Ever had to write this:

def print_wrapper(s):
print s

in Python 2.x? Well, probably not, but I have.

There is no reason for print not being a function. Also, do you use
print *that* much? Really?

>
> And here's the disadvantages:
>
> -The Python 3 syntax actually requires more keystrokes.

Typically ONE extra character: the closing bracket. The opening bracket
can replace the whitespace previously required.

> -Python world split in half. There is now a Python 2 world and a Python
> 3 world, both incompatible with each other.

Sort-of true:
with a few __future__ statements and a little care, scripts can be
portable across 2.6/2.7--3.x. Tools like 2to3 are meant to make the
transition of an old package as painless as possible, and it's not like
there are no packages that support both versions, from one codebase!

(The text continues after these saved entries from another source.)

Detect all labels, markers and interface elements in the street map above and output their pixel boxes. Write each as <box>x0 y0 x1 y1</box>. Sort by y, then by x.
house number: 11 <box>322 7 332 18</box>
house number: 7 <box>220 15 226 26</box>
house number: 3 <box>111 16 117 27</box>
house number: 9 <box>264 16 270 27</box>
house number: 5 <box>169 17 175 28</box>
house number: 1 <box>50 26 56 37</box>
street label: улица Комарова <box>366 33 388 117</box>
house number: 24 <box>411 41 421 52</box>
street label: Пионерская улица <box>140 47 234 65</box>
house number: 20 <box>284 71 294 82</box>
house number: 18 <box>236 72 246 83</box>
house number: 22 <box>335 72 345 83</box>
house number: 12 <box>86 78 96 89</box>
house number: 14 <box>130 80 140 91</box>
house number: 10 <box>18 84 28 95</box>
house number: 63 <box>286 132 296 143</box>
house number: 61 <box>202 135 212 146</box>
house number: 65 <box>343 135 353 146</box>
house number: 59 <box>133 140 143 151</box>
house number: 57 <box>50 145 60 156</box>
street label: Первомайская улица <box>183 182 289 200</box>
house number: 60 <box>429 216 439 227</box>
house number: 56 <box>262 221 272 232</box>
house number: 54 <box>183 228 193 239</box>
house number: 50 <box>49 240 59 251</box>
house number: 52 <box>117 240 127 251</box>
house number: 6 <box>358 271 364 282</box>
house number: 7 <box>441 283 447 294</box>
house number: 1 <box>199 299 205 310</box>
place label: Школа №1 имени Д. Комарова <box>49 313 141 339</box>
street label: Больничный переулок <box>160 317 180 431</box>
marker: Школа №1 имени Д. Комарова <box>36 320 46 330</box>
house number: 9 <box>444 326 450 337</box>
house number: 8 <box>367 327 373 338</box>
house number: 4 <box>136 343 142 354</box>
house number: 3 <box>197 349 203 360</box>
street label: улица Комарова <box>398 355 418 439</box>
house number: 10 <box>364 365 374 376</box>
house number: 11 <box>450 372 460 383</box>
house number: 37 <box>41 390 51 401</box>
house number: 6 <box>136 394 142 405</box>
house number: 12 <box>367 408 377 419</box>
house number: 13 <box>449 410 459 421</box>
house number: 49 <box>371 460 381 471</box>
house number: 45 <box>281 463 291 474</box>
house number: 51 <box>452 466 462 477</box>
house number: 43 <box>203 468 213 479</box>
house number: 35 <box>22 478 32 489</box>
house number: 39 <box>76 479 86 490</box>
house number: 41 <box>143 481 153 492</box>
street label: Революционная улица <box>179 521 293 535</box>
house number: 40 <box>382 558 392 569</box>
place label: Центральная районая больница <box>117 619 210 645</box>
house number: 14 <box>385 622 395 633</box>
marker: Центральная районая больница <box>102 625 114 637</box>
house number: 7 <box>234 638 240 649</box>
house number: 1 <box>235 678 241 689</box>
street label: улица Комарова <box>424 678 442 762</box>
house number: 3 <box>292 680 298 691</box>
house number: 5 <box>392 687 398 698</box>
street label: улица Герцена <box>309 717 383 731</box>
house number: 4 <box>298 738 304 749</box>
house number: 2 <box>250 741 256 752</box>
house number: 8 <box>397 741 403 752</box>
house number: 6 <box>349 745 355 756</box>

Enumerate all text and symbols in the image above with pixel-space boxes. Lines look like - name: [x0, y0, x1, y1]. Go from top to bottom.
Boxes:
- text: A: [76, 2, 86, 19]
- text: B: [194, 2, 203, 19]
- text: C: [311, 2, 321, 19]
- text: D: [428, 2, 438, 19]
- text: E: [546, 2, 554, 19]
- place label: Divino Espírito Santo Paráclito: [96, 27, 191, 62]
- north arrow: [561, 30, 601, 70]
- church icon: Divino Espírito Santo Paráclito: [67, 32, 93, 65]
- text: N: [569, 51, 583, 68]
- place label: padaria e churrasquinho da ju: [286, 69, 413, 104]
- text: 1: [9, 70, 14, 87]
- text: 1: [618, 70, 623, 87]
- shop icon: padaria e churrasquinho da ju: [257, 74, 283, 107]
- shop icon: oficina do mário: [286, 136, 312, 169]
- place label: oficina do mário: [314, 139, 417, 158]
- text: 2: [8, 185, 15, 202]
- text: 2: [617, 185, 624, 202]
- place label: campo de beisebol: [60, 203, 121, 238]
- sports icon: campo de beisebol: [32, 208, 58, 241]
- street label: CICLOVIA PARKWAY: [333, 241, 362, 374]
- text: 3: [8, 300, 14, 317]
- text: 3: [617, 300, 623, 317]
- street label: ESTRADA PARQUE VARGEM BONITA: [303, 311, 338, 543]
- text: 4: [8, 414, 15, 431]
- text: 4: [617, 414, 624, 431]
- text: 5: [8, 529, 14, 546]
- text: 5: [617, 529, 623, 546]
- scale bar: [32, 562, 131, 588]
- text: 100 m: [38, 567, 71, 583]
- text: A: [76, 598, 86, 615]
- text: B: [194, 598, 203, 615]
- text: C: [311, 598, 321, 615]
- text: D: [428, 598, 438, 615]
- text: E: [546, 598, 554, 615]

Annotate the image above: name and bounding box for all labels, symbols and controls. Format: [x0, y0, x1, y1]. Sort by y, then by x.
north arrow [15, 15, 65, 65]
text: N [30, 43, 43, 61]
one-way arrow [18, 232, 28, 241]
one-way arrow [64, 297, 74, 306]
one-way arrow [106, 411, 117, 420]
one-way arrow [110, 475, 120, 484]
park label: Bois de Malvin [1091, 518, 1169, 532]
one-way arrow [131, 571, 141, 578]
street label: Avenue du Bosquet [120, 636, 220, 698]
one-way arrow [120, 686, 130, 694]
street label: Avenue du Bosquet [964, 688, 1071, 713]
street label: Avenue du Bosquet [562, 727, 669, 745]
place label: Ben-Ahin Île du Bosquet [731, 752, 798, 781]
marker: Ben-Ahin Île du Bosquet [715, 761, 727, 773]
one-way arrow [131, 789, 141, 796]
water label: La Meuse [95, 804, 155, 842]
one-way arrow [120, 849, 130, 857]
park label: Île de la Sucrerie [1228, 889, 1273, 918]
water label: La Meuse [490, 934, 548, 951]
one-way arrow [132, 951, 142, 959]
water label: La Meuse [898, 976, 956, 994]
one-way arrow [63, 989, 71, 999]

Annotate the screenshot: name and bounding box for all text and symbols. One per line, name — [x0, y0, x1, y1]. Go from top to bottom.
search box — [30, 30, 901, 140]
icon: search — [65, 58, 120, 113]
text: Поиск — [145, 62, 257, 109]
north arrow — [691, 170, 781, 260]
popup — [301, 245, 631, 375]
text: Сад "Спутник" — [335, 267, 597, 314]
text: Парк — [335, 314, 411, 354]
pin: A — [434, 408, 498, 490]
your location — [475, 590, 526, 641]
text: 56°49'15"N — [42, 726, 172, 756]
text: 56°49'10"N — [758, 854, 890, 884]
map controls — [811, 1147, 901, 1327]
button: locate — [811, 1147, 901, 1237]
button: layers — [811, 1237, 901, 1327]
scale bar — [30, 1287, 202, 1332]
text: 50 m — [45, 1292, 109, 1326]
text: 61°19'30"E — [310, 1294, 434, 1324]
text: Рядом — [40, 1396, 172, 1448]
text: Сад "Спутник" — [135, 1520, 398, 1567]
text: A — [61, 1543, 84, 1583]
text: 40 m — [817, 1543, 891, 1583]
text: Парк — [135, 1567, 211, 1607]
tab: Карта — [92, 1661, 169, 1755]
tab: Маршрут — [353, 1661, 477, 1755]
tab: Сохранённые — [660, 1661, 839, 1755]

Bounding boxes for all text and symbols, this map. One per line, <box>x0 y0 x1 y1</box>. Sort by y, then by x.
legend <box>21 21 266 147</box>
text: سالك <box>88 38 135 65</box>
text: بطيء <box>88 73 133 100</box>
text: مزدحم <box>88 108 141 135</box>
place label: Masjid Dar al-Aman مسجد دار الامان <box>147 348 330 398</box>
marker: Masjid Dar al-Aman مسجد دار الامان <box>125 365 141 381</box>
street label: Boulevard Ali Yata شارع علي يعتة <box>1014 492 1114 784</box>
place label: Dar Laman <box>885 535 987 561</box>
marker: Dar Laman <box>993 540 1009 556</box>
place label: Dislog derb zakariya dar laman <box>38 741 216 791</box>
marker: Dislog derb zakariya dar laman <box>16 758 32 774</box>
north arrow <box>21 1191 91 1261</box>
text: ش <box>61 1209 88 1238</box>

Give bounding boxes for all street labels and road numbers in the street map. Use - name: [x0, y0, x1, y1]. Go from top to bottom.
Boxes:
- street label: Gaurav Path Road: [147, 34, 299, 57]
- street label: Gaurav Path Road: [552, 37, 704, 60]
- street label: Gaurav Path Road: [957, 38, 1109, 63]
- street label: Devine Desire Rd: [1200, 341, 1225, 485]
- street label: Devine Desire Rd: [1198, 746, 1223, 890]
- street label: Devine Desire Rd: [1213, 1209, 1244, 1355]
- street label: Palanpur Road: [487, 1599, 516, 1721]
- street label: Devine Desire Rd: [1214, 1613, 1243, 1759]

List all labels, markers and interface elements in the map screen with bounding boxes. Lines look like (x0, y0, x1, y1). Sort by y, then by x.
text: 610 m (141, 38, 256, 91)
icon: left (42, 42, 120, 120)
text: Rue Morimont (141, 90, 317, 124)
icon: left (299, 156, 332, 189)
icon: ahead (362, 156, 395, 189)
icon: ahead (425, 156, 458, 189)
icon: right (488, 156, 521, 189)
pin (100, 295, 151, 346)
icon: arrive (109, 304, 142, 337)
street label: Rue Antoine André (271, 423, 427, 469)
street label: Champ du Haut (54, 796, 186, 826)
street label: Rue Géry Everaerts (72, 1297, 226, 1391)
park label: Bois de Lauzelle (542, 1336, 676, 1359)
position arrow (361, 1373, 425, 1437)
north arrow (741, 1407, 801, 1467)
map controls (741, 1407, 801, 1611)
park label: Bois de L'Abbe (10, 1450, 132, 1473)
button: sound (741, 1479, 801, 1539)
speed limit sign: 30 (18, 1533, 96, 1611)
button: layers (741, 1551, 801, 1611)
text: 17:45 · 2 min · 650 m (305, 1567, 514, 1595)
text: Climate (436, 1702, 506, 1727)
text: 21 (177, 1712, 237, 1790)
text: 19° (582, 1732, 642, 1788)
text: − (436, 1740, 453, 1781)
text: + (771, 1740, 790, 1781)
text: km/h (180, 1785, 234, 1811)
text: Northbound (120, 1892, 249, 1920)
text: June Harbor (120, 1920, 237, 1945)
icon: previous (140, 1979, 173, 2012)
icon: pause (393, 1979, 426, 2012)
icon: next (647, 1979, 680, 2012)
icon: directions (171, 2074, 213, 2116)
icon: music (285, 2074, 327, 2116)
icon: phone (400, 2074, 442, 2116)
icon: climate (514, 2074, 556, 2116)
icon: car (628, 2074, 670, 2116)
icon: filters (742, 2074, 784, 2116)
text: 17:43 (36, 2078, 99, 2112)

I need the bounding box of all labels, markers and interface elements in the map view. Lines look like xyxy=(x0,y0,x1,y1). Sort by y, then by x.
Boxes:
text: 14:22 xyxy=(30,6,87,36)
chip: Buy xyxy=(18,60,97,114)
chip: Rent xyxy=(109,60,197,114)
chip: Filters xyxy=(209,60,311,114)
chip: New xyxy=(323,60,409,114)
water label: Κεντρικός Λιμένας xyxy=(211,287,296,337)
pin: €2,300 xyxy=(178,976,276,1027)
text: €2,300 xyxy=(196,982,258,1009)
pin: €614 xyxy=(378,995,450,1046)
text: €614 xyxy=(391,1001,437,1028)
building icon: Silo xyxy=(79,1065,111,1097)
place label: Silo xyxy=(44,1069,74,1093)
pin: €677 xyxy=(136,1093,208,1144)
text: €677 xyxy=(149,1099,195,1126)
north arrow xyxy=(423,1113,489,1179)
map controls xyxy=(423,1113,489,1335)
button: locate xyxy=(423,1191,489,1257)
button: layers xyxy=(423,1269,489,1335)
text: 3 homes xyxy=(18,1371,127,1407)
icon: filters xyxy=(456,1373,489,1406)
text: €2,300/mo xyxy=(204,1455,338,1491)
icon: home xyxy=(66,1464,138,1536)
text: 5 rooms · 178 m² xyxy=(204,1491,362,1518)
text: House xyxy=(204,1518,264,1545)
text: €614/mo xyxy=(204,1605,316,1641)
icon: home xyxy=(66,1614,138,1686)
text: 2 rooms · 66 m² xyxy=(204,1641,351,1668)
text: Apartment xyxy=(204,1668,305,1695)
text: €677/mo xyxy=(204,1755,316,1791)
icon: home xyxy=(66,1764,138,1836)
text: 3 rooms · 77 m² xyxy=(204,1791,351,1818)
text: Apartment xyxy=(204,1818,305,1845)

I'm looking forward to 3to2 though - allowing me to support Python 2
from Python 3 code. Sounds nice, doesn't it?

> -Libraries written for Python 2 cannot be mixed with libraries written
> for Python 3.


No, but libraries can and do (partly) / will (mostly) support both at
the same time.

> -Developers have to choose between Python 2 and Python 3 and are bound
> to their choice afterwards.


Not quite true with 3to2 and 2to3

>
> So there are basically no advantages and extremely significant
> disadvantages. The single advantage there is could certainly be achieved
> without breaking all scripts out there.


the print() function is really a minor change. It could be done because
compatibility was broken *anyway*. There are much more important
changes, with much more far-reaching and beneficial consequences for
which I think some pain due to incompatibility is justified:

* old-style classes are gone. Good riddance!
* str is now unicode => unicode is no longer a pain in the a****
* range, map, filter, zip no longer return lists. There are Python 2
equivalents to the new functions, but this is just nicer.

And this is just what springs to mind, there are quite a few other changes.

Anyway, this is the type of pleasant change we've got Python 3 for.
print-as-a-function is just a minor detail correcting an old mistake,
just because the core devs could. And it's not that bad:

print ("string")

without output specification, etc, will work with either version.

>
> Consider Java as a better example: JDK 1.6 still runs and compiles
> everything written for JDK 1.0. That is proper management. Python 3 is,
> I'm sorry to say, an example of unfathomably bad management.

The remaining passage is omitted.